It’s always awkward at Christmas time - the distant cousin you’ve never really met, your great aunt who can’t really hear, or maybe it’s the prospect of your boss letting her hair down for one day a year.

But how do you excuse yourself from these laboured encounters to enjoy that barrel of mince pies and watered down mulled wine in peace?

A new dame of all things debonair has arrived in South Hampstead to run a Charm School to help negotiate the excruciating Christmas encounter.

Dana Gornitzki, otherwise known as Mistress of Manners, is editor of social etiquette magazine Mien and she coached nine holiday naysayers in the art of small talk at in The Meanwhile Space at the O2 Centre in Finchley Road last week.

“It’s such a happy time of year, but people really forget the small things, like just saying ‘Happy Christmas,’ or smiling once in a while,” said the 37-year-old, who lives in Belsize Park.

The etiquette expert has taken on South Hampstead because our manners are reputedly going to pot.

“It’s a global problem,” she said. “We’re so used to sitting behind computer screens and being on mobile phones that we’ve forgotten how to approach real-life situations.”

Among her other gripes are people eating fried chicken on buses, men forgetting to hold doors open, and people chewing with their mouths open.

And when we’re not minding our Ps and Qs, or ducking out of chit-chat meant only for philistines, the Mistress of Manners reminds us not to forget about posture.

“It’s a lost skill these days because everyone wears trainers or Uggs – even to work!

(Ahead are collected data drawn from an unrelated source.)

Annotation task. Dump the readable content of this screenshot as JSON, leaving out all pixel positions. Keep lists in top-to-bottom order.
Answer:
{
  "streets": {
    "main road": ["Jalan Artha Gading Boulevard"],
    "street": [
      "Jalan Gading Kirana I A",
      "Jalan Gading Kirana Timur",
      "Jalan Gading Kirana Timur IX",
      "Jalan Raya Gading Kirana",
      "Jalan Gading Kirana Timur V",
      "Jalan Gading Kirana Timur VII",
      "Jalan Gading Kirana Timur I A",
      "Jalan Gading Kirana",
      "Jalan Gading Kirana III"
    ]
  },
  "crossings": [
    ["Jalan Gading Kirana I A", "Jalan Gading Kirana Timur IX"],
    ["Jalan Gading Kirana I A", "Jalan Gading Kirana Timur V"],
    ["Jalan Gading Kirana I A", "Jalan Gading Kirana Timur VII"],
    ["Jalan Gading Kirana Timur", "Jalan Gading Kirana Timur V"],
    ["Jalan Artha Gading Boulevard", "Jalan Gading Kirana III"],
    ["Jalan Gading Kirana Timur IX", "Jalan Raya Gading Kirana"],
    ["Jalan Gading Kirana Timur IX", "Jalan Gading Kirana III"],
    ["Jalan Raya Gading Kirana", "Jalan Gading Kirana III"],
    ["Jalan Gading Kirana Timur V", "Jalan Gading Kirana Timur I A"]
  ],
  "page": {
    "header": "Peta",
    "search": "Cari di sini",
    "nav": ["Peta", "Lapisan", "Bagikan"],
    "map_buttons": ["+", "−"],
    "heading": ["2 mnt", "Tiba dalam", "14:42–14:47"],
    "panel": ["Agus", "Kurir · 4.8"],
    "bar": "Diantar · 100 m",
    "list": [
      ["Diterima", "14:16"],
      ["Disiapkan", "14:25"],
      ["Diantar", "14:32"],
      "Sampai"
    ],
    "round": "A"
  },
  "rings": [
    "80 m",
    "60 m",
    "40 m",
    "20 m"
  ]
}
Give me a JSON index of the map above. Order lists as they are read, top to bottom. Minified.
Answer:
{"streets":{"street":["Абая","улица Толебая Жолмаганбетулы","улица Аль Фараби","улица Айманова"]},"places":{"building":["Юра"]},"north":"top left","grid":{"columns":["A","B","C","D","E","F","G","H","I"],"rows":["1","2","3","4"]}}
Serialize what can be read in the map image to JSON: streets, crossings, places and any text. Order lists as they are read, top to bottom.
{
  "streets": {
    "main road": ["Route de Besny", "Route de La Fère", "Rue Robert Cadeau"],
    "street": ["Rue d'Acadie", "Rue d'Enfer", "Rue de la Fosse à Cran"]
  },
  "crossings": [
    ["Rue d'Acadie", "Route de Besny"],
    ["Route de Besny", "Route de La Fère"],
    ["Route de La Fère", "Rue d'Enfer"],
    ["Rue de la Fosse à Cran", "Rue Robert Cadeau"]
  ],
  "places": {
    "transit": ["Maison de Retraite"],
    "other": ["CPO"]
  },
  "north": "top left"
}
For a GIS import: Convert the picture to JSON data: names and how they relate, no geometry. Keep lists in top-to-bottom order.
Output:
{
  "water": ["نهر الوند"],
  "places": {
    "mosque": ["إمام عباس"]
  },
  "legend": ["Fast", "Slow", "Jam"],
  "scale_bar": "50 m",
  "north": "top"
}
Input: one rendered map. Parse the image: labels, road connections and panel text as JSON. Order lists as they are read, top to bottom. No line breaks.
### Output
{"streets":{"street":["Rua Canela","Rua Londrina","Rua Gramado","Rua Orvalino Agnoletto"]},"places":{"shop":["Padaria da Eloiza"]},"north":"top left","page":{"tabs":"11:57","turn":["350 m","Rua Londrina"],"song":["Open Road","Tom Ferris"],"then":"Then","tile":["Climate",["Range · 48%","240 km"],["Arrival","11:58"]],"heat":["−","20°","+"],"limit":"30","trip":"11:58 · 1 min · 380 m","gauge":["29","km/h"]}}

Shoulders back, stomach tucked in, chin high, eyes forward,” she chimes, like a formidable Victorian school ma’am.

Her golden Christmas party tip when your witty repartee has run dry is to politely offer the peron you are speaking with a drink.

That’s a lot to take in - and all while balancing an encyclopaedia on your head. But with our mobile phones turned off there is nothing much else to think about.

Lawyer and good manners connoisseur Duncan McPhie, 42, who travelled all the way from Scotland for the session, said: “I struggle everyday to be a better gentleman. This is part of my education.”

The Mistress of Manners agrees that chivalry is dead.

But attend enough of her classes in the ‘art of wooing’ and you will be sure to waltz out the door like a modern-day Bond.

And so, with my head held high and my stomach sucked in dear readers, I would like to say: “A very merry Christmas, and a happy new – may I get you a drink?”